Es gibt Sturmwarnungen im A.K.-System. Die Internetblase, die sich Mitte der 90er Jahre aufgebläht hat, droht zu platzen. Übrig bleiben wird die heiße Luft, mit der sie befüllt wurde - und die Menschen, die an ihr gewachsen und gescheitert sind.

Das A.K.-System ist ein nebulöses Unternehmen, angeführt vom gesichtslosen Big Boss A.K. Lionel Spycher nimmt uns in seinem Stück mit ins Büro einer Depandance des Systems. Projektleiter Patrick Messi versucht mit seinem Team, dem Bankrott entgegen zu arbeiten und ist dabei auf der Suche nach der großen Idee. Gerüchte von der Übernahme durch Japaner heizen das Rätselraten um das Haltbarkeitsdatum der eigenen Firma an.

Jeder der fünf Mitarbeiter versucht anders, mit dem drohenden Schiffbruch umzugehen. Messi beginnt auf der Firmenterrasse zu gärtnern und so im Modellversuch zur Agrarwirtschaft zurückzukehren. Seine Mitarbeiterin Marina erwartet ein Kind von ihrem überforderten Kollegen Arthur. Und Ines hat mit den Opfern, die sie ihrer Karriere wegen erbracht hat, zu kämpfen.

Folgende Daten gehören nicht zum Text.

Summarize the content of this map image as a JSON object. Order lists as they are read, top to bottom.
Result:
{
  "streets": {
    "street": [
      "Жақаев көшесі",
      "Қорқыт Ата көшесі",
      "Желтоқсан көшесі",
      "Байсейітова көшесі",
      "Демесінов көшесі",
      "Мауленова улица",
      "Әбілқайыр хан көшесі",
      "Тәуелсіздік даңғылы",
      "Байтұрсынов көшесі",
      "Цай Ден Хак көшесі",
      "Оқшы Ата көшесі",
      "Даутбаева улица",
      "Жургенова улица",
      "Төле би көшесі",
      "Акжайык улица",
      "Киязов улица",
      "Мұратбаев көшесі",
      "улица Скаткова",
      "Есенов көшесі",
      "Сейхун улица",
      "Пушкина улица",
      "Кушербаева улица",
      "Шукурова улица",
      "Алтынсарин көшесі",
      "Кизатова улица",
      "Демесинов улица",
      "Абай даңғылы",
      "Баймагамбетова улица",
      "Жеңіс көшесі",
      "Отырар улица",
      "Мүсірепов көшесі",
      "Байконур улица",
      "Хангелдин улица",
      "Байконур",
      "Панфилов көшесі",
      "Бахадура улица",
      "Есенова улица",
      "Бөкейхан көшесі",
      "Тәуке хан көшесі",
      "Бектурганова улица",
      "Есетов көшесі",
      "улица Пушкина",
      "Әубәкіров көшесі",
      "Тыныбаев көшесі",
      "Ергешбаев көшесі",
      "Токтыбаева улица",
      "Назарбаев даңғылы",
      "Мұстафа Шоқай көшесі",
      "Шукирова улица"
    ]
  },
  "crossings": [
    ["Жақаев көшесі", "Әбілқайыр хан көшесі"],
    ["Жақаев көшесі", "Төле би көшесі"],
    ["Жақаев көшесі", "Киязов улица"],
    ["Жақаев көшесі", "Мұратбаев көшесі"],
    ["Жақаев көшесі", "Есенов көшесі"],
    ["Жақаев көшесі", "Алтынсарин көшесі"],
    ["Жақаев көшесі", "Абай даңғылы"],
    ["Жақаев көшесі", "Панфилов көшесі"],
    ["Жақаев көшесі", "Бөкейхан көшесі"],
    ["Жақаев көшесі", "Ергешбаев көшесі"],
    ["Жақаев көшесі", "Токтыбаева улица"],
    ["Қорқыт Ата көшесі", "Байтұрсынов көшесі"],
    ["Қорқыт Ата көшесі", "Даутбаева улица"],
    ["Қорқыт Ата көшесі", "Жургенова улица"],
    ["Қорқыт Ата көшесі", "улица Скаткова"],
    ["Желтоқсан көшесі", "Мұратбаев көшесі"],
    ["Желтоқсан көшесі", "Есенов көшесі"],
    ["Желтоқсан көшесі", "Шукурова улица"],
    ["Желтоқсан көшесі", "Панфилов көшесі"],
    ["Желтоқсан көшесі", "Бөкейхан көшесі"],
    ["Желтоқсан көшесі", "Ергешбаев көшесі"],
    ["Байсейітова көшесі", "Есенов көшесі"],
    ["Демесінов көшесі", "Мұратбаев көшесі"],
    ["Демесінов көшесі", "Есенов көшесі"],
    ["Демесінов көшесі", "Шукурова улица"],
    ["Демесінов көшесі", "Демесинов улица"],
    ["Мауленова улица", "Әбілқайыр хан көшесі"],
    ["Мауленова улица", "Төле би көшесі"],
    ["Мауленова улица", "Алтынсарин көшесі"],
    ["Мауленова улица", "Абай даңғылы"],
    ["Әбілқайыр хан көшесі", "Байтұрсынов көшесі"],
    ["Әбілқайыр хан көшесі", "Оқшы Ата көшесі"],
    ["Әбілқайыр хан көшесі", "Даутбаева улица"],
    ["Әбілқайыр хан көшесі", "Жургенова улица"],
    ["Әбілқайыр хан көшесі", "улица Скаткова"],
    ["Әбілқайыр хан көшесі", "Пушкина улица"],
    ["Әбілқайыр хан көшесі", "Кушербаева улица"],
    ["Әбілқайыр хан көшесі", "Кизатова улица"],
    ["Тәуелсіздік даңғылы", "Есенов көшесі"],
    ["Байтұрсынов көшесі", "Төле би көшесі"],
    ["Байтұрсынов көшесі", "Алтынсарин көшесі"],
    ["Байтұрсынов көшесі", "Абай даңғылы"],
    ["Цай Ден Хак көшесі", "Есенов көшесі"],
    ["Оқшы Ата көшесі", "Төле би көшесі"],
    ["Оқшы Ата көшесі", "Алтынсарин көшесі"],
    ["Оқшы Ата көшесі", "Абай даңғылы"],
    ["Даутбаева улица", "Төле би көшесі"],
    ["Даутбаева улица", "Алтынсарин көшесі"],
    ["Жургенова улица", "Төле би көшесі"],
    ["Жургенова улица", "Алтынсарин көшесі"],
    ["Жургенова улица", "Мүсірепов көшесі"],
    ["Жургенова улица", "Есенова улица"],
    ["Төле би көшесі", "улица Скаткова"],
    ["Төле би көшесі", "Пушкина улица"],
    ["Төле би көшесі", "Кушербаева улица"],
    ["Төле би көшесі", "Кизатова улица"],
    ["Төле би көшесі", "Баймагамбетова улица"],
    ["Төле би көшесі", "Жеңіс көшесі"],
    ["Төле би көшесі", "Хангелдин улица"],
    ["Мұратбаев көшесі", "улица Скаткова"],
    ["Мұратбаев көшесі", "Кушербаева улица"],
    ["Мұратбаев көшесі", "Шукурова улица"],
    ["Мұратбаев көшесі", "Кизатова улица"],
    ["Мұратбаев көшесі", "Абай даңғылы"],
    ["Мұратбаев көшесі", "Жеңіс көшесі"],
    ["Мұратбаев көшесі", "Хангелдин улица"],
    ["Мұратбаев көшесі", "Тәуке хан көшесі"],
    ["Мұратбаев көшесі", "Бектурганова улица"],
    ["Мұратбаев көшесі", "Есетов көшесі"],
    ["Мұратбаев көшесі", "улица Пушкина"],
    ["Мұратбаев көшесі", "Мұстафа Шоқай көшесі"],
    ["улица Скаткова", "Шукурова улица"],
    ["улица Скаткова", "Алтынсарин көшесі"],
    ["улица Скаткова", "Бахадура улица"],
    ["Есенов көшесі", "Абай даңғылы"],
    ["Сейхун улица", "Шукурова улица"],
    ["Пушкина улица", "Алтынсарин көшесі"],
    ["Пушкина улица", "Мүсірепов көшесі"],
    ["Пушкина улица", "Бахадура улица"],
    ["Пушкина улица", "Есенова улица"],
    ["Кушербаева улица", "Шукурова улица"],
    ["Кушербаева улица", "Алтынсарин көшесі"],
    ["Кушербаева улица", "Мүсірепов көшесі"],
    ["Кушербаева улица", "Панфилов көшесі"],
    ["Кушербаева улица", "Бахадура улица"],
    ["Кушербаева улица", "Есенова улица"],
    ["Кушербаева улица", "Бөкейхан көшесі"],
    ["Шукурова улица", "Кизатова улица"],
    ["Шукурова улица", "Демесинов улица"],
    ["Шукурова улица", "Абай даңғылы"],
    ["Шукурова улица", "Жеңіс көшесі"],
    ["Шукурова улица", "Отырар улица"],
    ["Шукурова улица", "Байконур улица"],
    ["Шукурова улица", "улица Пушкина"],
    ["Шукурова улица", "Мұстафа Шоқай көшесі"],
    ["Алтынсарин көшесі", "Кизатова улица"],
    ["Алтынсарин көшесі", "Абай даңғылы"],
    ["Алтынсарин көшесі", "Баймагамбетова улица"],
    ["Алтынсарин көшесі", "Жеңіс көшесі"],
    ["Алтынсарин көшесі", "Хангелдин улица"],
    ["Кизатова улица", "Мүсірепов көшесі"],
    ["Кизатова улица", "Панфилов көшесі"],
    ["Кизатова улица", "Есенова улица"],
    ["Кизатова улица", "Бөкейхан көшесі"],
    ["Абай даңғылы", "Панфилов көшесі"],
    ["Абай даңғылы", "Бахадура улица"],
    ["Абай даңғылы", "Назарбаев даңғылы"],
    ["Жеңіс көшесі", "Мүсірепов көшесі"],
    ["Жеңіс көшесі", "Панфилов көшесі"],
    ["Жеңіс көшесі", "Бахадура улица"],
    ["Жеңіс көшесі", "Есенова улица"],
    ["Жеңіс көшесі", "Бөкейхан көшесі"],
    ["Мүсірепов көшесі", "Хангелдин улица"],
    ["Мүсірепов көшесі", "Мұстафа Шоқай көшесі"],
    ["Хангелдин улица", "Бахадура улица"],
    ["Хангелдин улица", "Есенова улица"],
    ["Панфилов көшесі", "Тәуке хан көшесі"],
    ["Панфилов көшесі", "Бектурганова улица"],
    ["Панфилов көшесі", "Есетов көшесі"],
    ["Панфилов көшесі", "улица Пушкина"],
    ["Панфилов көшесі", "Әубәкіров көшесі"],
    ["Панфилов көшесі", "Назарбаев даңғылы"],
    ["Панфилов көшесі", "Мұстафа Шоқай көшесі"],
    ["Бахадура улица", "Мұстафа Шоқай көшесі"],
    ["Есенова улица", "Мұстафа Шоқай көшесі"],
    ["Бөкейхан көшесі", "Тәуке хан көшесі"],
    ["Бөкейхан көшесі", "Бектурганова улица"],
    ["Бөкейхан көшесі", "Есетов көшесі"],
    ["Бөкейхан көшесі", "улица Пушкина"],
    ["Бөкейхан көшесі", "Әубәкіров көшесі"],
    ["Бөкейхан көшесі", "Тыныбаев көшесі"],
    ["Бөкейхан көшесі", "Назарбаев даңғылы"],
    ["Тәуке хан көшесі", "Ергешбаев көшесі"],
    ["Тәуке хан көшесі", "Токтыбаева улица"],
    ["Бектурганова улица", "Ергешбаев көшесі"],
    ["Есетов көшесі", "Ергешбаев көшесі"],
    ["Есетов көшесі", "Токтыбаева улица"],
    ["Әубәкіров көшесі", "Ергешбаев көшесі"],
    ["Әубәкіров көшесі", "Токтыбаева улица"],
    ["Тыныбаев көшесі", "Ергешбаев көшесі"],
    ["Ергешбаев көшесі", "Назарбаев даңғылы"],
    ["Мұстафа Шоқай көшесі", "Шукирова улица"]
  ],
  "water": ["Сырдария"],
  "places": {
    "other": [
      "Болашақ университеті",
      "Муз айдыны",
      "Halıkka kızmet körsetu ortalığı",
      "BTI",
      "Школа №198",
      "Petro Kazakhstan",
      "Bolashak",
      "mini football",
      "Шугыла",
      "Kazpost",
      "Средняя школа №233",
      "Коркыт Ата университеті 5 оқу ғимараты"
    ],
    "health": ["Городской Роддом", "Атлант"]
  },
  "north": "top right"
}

Auf humorvolle, aber auch tiefgründig bittere Weise kann man in Das A.K.-System in der Banalität des Büroalltags beobachten, wie ein Unternehmen auf Sand aufläuft. Unter der Spannung der Firmenpleite, die bis zum Ende ein Rätsel für das Team um Messi bleibt, entdecken sich zwischen Kopierraumbegegnung, Toilettengespräch und Pausenzigarette nach und nach menschliche Tragödien und die Frage: Was bleibt übrig vom Internetboom?

Das Stück entstand als Auftragswerk für das Theater Bremen, wo es im Januar 2009 uraufgeführt wurde.